Monday, Jul. 07, 1958
IMPULSE BUYING
New Assault on the Consumer
TO U.S. merchandisers, the key to bigger sales is a new pseudo science that analyzes the U.S. housewife's whims with equal parts of salesmanship, psychology, hypnotism and common sense. Its name: impulse buying. The idea is not new, but with the rise of self-service supermarkets, super drug and variety stores, there is a greater incentive than ever before to encourage shoppers to throw away their shopping lists and buy more than they ever intended.
Despite all talk about price as the great determinant, low cost is the major factor for barely 16% of all shoppers; studies also show that another 16% shop only for heavily advertised brands. In between ranges the vast middle ground of shoppers, fair game for the motivational researchers, who take dead aim with all the analytical gimmicks under the supermarket sun. They claim, for instance, that the undecided mass of supermarket shoppers --they call them "emotionally insecure"--really do not know what they want when they enter a store and often are not sure what they have bought right up to the cash registers. In tests, researchers paid for housewives' purchases, led them to another market and asked them to shop again for the week's groceries. There the women bought an entirely different basket of goods. Such tests have persuaded stores to stay open at night to enmesh the undecided male as well as the female. A couple shopping together buys 60% more than the man alone, 30% more than the wife alone.

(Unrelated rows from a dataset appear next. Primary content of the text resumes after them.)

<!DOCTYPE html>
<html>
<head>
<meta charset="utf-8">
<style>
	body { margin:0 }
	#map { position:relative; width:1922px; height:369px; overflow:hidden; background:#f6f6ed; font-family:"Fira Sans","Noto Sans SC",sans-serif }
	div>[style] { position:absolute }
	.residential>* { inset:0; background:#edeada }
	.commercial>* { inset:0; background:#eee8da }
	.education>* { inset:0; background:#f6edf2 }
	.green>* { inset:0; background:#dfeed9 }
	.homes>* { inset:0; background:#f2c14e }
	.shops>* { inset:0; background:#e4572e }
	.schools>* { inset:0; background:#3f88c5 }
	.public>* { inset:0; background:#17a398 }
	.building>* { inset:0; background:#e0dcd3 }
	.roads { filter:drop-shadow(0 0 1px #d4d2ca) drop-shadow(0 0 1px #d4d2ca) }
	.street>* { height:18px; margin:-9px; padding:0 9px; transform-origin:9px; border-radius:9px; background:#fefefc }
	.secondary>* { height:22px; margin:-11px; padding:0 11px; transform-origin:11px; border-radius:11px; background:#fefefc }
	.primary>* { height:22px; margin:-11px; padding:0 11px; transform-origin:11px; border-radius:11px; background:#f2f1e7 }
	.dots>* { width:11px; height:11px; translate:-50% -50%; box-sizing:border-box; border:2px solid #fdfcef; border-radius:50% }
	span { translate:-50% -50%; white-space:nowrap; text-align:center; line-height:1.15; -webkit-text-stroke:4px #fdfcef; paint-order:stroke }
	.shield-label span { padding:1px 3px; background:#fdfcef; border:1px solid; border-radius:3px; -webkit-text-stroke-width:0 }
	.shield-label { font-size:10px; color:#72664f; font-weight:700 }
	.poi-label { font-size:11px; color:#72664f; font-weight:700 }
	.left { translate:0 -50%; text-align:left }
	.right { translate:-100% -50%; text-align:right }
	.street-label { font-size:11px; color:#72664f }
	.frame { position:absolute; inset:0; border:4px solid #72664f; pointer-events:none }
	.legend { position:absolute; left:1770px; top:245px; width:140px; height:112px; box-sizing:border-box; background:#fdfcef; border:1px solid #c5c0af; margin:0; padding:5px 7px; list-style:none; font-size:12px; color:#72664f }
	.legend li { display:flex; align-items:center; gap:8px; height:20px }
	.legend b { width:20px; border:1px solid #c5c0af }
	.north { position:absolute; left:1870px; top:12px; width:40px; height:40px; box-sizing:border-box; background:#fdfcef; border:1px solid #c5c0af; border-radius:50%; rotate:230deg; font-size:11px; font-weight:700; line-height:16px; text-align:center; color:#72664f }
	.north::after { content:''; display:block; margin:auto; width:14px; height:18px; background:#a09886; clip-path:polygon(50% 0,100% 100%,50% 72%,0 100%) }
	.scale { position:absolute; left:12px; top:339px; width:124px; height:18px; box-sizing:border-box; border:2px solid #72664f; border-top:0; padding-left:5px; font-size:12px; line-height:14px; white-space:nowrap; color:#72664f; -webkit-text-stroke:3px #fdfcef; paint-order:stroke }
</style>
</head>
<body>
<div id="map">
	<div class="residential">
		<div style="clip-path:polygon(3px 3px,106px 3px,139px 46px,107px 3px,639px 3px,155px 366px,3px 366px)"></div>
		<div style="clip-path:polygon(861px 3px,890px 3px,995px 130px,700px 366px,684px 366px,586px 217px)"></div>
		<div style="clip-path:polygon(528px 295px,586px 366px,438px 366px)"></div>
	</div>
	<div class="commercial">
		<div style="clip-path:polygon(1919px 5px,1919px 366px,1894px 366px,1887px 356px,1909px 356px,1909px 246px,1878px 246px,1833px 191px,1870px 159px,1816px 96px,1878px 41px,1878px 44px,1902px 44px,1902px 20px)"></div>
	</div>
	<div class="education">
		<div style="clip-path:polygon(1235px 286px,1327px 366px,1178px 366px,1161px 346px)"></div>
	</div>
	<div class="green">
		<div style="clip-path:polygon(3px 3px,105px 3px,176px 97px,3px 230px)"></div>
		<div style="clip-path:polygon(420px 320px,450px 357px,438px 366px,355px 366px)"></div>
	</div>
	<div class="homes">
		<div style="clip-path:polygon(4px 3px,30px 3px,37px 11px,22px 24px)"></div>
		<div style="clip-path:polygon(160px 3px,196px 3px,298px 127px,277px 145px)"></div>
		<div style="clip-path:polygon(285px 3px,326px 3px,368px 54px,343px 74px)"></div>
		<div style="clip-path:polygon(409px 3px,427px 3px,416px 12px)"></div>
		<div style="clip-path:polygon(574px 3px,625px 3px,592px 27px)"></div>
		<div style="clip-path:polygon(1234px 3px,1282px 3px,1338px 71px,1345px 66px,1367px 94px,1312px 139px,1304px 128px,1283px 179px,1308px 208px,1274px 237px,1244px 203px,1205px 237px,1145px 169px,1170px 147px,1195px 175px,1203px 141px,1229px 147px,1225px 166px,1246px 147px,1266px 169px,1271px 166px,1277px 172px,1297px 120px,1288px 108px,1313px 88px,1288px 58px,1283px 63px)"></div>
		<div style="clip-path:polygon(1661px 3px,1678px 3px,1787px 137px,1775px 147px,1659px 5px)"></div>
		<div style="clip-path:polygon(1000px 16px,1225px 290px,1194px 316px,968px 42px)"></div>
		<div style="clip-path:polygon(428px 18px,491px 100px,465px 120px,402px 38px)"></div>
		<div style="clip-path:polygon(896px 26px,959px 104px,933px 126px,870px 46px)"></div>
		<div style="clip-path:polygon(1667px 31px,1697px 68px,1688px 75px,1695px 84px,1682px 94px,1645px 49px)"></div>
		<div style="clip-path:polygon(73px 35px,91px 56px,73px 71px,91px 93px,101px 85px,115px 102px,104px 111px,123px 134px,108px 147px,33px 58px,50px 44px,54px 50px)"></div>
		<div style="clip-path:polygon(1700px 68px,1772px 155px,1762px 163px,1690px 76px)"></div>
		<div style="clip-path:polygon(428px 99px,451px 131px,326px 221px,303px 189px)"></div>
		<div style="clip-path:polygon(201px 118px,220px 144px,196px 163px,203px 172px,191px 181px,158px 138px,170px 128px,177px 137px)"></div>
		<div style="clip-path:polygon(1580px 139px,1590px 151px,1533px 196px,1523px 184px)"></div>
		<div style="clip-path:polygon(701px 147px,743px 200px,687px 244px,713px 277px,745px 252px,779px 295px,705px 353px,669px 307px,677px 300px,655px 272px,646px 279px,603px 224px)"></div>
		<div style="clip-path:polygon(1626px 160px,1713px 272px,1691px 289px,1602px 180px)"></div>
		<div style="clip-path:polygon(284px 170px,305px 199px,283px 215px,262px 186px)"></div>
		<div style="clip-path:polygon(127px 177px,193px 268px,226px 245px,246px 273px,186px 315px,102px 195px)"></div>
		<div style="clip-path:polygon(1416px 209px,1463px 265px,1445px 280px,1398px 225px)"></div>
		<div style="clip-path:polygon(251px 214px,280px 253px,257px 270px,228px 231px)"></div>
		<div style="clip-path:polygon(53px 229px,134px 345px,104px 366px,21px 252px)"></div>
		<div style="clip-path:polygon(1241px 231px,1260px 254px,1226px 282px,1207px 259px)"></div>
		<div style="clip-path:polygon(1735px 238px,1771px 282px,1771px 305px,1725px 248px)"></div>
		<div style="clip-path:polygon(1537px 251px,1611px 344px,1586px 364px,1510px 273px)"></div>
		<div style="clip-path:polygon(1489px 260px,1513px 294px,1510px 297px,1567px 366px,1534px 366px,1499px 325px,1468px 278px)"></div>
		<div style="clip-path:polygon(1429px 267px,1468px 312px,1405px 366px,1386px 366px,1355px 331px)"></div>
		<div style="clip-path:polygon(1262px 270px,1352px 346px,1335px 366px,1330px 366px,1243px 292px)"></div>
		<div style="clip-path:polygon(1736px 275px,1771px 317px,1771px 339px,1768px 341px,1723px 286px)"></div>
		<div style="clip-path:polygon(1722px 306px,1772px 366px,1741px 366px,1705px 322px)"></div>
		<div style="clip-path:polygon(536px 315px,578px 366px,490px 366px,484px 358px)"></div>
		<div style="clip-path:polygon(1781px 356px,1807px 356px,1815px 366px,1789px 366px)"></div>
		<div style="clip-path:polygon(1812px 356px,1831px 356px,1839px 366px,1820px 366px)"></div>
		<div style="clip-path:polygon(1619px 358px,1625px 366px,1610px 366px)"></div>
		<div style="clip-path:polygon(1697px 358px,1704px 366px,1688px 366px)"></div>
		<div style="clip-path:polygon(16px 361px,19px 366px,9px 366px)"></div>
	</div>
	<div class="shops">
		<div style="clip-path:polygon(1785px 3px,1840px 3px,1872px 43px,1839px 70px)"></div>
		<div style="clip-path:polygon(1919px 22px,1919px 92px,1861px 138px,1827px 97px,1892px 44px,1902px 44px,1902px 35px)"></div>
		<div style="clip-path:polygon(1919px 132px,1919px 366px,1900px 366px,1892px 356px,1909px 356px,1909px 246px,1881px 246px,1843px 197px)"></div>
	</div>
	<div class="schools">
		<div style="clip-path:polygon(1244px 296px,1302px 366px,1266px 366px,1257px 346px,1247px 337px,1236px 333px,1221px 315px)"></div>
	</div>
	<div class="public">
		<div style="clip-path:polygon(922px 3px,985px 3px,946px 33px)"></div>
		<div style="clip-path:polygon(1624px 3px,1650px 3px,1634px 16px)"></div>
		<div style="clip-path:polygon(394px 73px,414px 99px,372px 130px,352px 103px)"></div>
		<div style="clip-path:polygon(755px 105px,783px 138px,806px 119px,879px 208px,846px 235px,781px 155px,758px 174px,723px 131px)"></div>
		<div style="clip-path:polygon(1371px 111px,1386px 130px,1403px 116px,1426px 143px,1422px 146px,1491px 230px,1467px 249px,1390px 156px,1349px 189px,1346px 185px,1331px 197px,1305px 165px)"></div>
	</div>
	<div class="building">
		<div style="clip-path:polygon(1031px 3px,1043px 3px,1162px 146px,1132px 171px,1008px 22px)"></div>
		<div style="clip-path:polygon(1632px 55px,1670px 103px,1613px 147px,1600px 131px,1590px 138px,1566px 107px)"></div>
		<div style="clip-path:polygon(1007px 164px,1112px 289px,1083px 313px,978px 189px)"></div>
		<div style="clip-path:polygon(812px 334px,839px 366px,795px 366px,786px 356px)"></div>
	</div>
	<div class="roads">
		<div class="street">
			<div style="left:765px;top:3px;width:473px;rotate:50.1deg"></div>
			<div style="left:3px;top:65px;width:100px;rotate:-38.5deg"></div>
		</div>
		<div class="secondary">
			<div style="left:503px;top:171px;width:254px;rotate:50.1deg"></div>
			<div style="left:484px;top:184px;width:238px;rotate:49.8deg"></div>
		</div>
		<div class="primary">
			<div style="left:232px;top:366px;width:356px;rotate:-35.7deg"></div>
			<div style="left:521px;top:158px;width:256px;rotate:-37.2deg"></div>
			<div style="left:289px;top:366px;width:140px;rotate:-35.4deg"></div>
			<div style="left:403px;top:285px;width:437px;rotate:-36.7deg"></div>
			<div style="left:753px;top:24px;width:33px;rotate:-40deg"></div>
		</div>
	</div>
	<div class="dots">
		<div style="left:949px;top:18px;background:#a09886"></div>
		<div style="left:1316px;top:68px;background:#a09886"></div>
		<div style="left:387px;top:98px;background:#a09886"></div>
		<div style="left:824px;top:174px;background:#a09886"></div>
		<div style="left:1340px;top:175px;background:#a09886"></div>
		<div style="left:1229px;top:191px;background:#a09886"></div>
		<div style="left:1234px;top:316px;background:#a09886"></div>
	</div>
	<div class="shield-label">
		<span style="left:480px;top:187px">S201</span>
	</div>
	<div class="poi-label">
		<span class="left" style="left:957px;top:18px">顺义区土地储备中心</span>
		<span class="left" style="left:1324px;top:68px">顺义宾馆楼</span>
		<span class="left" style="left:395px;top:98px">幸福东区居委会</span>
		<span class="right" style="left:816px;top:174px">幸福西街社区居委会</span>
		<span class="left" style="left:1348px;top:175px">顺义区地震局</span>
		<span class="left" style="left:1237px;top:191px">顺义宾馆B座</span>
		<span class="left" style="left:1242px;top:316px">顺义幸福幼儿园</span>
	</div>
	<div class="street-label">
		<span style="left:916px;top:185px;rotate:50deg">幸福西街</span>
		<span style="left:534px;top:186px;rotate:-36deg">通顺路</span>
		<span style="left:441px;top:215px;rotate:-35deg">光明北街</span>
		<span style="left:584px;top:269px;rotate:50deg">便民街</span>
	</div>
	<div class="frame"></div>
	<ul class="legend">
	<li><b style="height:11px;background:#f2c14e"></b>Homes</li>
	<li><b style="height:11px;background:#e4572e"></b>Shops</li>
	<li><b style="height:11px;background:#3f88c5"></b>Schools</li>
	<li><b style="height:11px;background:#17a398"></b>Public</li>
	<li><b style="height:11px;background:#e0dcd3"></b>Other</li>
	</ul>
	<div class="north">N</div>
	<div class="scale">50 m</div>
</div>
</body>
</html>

Most supermarket chains have merchandising committees to figure out ways to present and sell the best of the 150 new products flooding into the market each week. Once, grocers could depend on personal service to push a product; today, with the rise of the self-service market, the business has about 1,500,000 fewer clerks than it would otherwise need. What sells is what appeals to the shopper's impulse: the color, the size, the shape, even the shelf position of the package. Years ago, only comparatively few companies worried about their labels. Now all do.
Libby, McNeill & Libby was having trouble selling baked beans until it changed the label to a rich, dark color, emblematic of the molasses-smothered beans inside, has since redesigned nearly all its 250 labels. One manufacturer put out cotton-tipped swabs in three colors: white, pink and chartreuse. White and pink were fine; chartreuse flopped because it reminded women of baby's soiled diapers. In many cases the brighter--and sometimes the more incongruous--the package, the greater the appeal. California's Thoro-fed Dog Food watched sales jump 40% when it wrapped Fido's dinner in gleaming gold foil. Among the new gimmicks: multiple-unit "specials," with three, six and twelve items in a pack. One Midwest chain reports that it sold only nine cans of sauerkraut a week at a dime apiece, but 441 cans priced at ten cans for $1. A West Coast petfood packer sells more three-can packages priced at 29-c- than three individual cans priced at 9-c- apiece.
Packaging is only half the battle. The right spot on the right shelf in the right aisle is a matter of life and death, since stores can control the sale of almost any item by the position they give it. Vertically, the best location is arm-high for a medium-sized woman, 5 ft. 4 in. tall. Horizontally, everyone wants the last 6 ft. of the display island. Libby is even going the competition one better by color-coding its baby foods (yellow for meat, green for vegetables, coral for fruit) so that a housewife can load up in a hurry. The best special displays are big and impossible to avoid, i.e., pyramided in the center of the aisle, thus bringing traffic to a halt.
The scramble for top space leads to all sorts of methods to gain preferential treatment. Some companies resort to toasters, TV sets and other gifts (though rarely straight cash) to get the edge over competing brands. But most companies depend on their traveling sales representatives to wangle more space for their products. It is considered perfectly legitimate to help store managers "arrange" their shelves, even though the "arrangement" often winds up with a competitor's product buried out of sight and reach. Such sharp practices are gradually dying out because companies can work a much better deal with top management on a chainwide basis. Merchandisers argue for special space to tie in with national promotions or big ad campaigns, offer specially reduced prices in "coupon deals" or a flat reduction, e.g., $1 per case, for every additional case a store owner is willing to take on.
The success of the campaigns is amply demonstrated by the fact that grocery sales are still soaring. Last week the Great Atlantic & Pacific Tea Co. reported record sales and profits for the seventh year in a row. As one West Coast adman says, "Mrs. America doesn't just buy what she needs; she buys what she wants."